![]() |
| Angkatan Laut saat mengamankan ratusan liter Minuman beralkohol jenis Cap tikus. (Foto istimewa) |
MANADO, Brantas.News - Jalur transportasi laut kembali dijadikan sarana penyelundupan minuman keras ilegal. Aparat militer dari Tim Lidkrim Pom Kodaeral VIII menggagalkan upaya pengiriman 300 liter miras tradisional ilegal jenis Cap Tikus yang disembunyikan di dalam palka kapal penumpang KM Geovani di Pelabuhan Manado, Sulawesi Utara.
Pengungkapan ini terjadi pada Rabu, 7 Januari 2026, sekitar pukul 07.00 WITA, saat kapal tersebut bersiap berlayar dengan rute Manado–Siau.
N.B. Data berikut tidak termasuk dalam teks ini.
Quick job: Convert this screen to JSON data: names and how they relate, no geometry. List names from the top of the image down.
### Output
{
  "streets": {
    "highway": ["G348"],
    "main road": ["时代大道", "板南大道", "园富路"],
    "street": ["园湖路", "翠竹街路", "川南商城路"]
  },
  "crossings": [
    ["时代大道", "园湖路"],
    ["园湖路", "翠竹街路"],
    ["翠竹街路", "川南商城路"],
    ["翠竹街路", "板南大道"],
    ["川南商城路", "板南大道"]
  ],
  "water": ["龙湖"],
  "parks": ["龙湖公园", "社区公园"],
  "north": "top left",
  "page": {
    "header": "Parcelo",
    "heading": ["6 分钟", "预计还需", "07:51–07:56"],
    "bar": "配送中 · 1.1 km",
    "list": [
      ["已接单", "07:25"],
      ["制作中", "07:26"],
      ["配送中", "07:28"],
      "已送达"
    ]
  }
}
Muatan Gelap Tak Tercatat Manifes
Informasi yang diperoleh menyebutkan, penggagalan bermula dari laporan penumpang kepada personel POMAL yang sedang melaksanakan pengamanan rutin di area pelabuhan. Penumpang mencurigai adanya muatan tak biasa di dalam palka kapal.Menindaklanjuti laporan tersebut, POMAL segera berkoordinasi dengan Tim Lidkrim Pom Kodaeral VIII, kapten kapal, serta ABK KM Geovani untuk melakukan pemeriksaan menyeluruh.
Hasilnya, aparat menemukan 12 karton Cap Tikus yang tidak tercantum dalam dokumen manifes kapal. Setiap karton diketahui berisi 25 liter, sehingga total barang bukti mencapai 300 liter miras ilegal yang diduga kuat akan dikirim ke Pulau Siau.
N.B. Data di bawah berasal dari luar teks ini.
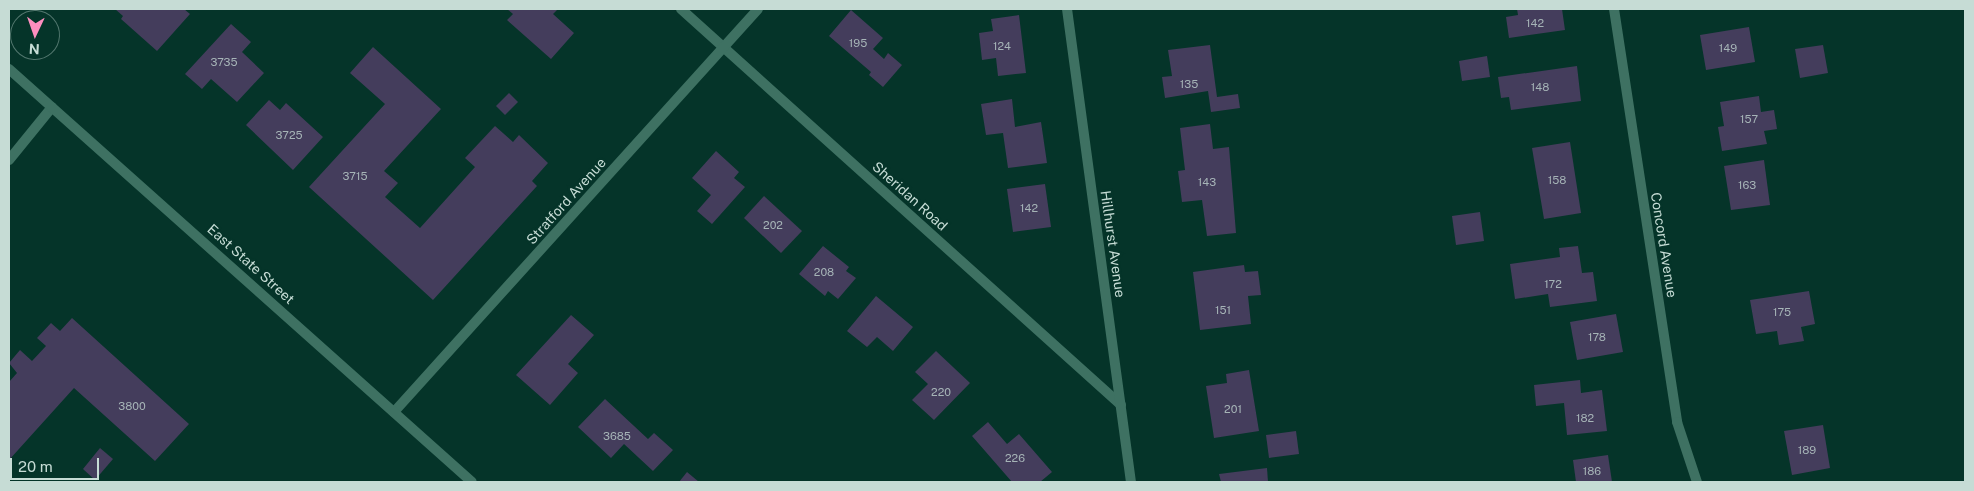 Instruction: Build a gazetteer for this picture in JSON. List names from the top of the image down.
{
  "streets": {
    "street": [
      "Sheridan Road",
      "Stratford Avenue",
      "Hillhurst Avenue",
      "Concord Avenue",
      "East State Street"
    ]
  },
  "crossings": [
    ["Sheridan Road", "Stratford Avenue"],
    ["Sheridan Road", "Hillhurst Avenue"],
    ["Stratford Avenue", "East State Street"]
  ],
  "house_numbers": [
    "142",
    "195",
    "124",
    "149",
    "3735",
    "135",
    "148",
    "157",
    "3725",
    "3715",
    "158",
    "143",
    "163",
    "142",
    "202",
    "208",
    "172",
    "151",
    "175",
    "178",
    "220",
    "3800",
    "201",
    "182",
    "3685",
    "189",
    "226",
    "186"
  ],
  "scale_bar": "20 m",
  "north": "bottom"
}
Aparat Tegaskan Penindakan Tanpa Kompromi
Komandan Tim Lidkrim Pom Kodaeral VIII menegaskan bahwa pengungkapan ini merupakan bentuk komitmen aparat dalam menutup celah penyelundupan di jalur laut.“Barang bukti yang kami temukan jelas tidak tercatat dalam manifes kapal. Ini merupakan indikasi kuat adanya upaya penyelundupan miras ilegal yang sengaja disamarkan di kapal penumpang,” tegasnya.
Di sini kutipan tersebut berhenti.